-- Work order --
Check every line in the listing below for "data". Copy the ones where it occurs.

-- Records provided --

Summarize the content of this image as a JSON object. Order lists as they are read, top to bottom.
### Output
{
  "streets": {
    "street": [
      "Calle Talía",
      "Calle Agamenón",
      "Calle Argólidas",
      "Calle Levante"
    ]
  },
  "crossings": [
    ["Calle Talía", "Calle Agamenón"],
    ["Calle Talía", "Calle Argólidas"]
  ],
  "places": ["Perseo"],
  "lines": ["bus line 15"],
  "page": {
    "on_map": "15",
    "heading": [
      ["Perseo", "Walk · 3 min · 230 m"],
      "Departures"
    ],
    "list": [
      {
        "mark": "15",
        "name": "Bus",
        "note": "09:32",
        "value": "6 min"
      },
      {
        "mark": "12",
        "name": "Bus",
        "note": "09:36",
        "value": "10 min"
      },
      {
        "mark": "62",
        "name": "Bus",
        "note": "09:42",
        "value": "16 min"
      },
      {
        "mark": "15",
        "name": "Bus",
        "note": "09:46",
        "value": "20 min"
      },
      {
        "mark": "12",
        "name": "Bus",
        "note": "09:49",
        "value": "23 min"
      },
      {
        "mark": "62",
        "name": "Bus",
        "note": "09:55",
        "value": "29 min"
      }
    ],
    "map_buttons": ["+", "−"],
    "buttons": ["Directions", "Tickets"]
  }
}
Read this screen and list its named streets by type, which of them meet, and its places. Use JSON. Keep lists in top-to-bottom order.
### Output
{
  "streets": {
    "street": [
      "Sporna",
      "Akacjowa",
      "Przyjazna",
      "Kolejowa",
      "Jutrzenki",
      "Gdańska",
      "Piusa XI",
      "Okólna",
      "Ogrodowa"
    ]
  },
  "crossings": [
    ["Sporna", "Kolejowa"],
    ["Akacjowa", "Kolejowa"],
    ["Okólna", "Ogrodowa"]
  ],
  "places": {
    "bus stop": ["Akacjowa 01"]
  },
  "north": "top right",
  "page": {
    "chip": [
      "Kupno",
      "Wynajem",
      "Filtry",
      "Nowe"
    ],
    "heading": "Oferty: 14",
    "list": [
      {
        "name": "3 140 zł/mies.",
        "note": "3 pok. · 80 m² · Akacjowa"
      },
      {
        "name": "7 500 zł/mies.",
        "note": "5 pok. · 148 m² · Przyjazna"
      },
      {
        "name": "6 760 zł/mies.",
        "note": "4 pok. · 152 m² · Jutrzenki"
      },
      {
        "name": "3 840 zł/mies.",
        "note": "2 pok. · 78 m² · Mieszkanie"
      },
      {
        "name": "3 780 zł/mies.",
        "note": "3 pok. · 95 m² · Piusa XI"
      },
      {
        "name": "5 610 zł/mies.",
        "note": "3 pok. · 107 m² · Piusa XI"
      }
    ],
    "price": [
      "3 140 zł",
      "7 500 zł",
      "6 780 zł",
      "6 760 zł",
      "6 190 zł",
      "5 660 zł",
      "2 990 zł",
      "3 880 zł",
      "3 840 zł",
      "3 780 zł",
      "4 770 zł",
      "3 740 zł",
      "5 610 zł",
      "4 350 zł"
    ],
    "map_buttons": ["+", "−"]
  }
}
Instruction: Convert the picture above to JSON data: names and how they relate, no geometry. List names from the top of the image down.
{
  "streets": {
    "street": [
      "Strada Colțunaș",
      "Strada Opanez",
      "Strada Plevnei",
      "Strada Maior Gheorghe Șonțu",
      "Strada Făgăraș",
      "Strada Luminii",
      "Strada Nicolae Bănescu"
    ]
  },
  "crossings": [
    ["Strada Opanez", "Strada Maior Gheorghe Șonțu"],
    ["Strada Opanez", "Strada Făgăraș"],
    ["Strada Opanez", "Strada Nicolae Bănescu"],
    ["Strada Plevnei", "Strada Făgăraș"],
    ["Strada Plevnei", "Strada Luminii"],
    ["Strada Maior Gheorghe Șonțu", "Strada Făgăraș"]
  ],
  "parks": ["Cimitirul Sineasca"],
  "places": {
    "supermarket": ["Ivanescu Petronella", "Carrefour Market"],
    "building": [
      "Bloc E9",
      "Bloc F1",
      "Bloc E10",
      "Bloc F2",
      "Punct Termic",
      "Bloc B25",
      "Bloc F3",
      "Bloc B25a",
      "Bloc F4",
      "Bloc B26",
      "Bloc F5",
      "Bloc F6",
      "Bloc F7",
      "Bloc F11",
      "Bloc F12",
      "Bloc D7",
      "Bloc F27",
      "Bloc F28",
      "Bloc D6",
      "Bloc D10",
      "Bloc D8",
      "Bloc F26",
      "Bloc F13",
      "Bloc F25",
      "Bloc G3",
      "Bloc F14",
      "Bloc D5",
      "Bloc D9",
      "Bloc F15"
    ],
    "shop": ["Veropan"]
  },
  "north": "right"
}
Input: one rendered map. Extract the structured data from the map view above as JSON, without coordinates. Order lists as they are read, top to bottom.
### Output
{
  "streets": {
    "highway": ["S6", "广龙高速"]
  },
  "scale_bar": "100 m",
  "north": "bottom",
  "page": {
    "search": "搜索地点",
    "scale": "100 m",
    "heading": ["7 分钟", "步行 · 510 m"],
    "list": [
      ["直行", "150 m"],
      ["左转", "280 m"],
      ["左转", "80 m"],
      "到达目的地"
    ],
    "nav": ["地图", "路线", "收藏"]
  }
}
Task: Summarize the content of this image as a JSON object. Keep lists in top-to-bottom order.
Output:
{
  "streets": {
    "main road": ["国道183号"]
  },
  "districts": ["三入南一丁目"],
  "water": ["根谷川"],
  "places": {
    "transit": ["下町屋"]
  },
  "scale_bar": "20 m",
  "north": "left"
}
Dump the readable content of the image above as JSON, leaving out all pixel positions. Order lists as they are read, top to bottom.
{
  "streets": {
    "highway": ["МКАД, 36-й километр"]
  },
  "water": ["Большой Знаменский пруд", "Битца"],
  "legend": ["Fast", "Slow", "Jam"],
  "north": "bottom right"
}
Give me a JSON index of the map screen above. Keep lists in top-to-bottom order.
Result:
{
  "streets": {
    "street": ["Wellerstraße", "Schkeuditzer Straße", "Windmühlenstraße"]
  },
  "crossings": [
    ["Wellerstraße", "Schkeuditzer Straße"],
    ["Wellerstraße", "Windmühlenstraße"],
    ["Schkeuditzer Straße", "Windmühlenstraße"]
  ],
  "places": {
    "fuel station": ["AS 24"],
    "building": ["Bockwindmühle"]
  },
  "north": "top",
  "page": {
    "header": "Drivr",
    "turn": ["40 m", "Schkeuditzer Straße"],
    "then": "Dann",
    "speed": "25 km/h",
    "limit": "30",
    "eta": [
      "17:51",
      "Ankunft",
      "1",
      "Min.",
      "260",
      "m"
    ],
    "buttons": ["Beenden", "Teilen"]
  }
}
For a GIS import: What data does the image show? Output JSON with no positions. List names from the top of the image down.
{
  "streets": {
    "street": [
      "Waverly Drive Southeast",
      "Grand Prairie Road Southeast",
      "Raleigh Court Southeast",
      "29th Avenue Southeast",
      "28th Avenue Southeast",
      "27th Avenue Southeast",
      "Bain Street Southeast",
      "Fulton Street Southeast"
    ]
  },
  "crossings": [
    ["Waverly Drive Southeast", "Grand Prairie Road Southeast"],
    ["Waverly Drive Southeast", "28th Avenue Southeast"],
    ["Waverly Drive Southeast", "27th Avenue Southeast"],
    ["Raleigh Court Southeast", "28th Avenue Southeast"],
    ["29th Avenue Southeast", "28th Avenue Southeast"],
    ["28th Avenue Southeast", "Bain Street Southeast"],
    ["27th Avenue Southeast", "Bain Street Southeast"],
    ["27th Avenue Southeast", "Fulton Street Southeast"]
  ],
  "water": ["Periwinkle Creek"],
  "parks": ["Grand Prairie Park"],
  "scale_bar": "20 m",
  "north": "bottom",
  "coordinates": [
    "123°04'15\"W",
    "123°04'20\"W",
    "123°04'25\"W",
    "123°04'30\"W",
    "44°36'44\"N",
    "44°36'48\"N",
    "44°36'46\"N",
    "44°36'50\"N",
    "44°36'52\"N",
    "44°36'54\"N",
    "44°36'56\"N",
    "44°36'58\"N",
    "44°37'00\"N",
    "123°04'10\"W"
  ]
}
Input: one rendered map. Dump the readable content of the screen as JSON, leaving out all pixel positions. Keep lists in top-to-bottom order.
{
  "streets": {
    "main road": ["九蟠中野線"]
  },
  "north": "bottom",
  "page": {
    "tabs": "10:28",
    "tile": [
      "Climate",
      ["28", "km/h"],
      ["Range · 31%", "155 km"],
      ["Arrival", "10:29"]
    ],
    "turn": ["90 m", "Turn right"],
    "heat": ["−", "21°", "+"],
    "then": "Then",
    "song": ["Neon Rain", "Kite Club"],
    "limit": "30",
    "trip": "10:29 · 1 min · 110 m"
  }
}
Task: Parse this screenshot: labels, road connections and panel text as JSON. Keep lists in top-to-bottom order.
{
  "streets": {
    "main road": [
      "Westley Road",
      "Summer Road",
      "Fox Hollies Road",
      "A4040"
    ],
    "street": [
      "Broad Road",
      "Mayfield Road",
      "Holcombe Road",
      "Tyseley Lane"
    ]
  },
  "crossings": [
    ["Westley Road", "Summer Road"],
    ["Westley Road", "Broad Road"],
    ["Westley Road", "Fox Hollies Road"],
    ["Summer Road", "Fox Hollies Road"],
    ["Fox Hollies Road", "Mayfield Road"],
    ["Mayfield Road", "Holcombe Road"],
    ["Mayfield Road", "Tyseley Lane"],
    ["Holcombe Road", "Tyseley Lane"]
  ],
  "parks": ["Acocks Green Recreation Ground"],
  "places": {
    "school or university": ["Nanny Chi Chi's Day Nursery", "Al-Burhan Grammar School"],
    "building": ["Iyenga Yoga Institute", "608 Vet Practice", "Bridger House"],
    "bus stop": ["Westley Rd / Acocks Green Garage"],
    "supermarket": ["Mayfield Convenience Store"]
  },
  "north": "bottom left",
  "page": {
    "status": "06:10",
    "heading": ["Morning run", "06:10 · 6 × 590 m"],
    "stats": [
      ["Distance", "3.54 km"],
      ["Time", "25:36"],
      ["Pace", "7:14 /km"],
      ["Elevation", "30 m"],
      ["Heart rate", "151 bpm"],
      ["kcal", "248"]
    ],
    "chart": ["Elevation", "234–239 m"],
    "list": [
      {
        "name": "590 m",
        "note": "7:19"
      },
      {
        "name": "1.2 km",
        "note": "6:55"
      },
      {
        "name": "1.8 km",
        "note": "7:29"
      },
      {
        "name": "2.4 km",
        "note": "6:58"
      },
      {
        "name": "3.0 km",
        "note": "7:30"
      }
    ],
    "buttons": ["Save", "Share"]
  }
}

-- Result --
Instruction: Convert the picture above to JSON data: names and how they relate, no geometry. List names from the top of the image down.
Input: one rendered map. Extract the structured data from the map view above as JSON, without coordinates. Order lists as they are read, top to bottom.
For a GIS import: What data does the image show? Output JSON with no positions. List names from the top of the image down.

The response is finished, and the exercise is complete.